WHAT TO PRODUCE ▸ Below are the records; they must be reproduced verbatim.

MATERIAL SUPPLIED ▸
■ ■ ■ ■ ■ ■ ■
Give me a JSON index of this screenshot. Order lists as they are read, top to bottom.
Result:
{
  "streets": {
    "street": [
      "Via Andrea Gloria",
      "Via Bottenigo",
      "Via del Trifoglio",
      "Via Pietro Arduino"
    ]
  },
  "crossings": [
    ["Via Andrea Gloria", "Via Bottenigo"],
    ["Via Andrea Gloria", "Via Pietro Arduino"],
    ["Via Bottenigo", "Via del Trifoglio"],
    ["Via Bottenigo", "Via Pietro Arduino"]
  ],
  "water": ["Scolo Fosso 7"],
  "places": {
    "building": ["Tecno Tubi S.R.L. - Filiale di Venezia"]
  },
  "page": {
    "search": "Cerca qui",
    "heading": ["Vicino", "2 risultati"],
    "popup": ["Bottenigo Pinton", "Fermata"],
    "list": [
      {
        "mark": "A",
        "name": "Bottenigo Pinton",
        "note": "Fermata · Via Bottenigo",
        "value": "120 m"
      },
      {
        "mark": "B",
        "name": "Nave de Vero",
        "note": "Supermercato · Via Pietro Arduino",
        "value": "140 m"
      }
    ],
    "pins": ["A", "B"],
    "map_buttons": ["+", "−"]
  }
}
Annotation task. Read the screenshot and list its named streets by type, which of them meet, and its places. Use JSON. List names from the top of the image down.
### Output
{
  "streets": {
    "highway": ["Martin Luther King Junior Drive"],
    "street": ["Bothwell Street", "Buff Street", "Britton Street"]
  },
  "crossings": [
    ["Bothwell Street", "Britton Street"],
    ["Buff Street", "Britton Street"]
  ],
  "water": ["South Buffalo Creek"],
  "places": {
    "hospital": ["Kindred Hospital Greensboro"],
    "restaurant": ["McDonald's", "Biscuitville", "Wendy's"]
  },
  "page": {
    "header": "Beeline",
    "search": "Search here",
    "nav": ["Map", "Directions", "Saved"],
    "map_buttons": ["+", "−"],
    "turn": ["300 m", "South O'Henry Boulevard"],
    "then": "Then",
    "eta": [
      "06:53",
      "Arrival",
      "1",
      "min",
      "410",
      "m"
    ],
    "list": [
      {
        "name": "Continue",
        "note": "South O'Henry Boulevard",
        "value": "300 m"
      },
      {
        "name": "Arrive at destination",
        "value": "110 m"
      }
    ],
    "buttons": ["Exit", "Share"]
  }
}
■ ■ ■ ■ ■ ■ ■
YOUR SOLUTION ▸
Give me a JSON index of this screenshot. Order lists as they are read, top to bottom.
Result:
{
  "streets": {
    "street": [
      "Via Andrea Gloria",
      "Via Bottenigo",
      "Via del Trifoglio",
      "Via Pietro Arduino"
    ]
  },
  "crossings": [
    ["Via Andrea Gloria", "Via Bottenigo"],
    ["Via Andrea Gloria", "Via Pietro Arduino"],
    ["Via Bottenigo", "Via del Trifoglio"],
    ["Via Bottenigo", "Via Pietro Arduino"]
  ],
  "water": ["Scolo Fosso 7"],
  "places": {
    "building": ["Tecno Tubi S.R.L. - Filiale di Venezia"]
  },
  "page": {
    "search": "Cerca qui",
    "heading": ["Vicino", "2 risultati"],
    "popup": ["Bottenigo Pinton", "Fermata"],
    "list": [
      {
        "mark": "A",
        "name": "Bottenigo Pinton",
        "note": "Fermata · Via Bottenigo",
        "value": "120 m"
      },
      {
        "mark": "B",
        "name": "Nave de Vero",
        "note": "Supermercato · Via Pietro Arduino",
        "value": "140 m"
      }
    ],
    "pins": ["A", "B"],
    "map_buttons": ["+", "−"]
  }
}
Annotation task. Read the screenshot and list its named streets by type, which of them meet, and its places. Use JSON. List names from the top of the image down.
### Output
{
  "streets": {
    "highway": ["Martin Luther King Junior Drive"],
    "street": ["Bothwell Street", "Buff Street", "Britton Street"]
  },
  "crossings": [
    ["Bothwell Street", "Britton Street"],
    ["Buff Street", "Britton Street"]
  ],
  "water": ["South Buffalo Creek"],
  "places": {
    "hospital": ["Kindred Hospital Greensboro"],
    "restaurant": ["McDonald's", "Biscuitville", "Wendy's"]
  },
  "page": {
    "header": "Beeline",
    "search": "Search here",
    "nav": ["Map", "Directions", "Saved"],
    "map_buttons": ["+", "−"],
    "turn": ["300 m", "South O'Henry Boulevard"],
    "then": "Then",
    "eta": [
      "06:53",
      "Arrival",
      "1",
      "min",
      "410",
      "m"
    ],
    "list": [
      {
        "name": "Continue",
        "note": "South O'Henry Boulevard",
        "value": "300 m"
      },
      {
        "name": "Arrive at destination",
        "value": "110 m"
      }
    ],
    "buttons": ["Exit", "Share"]
  }
}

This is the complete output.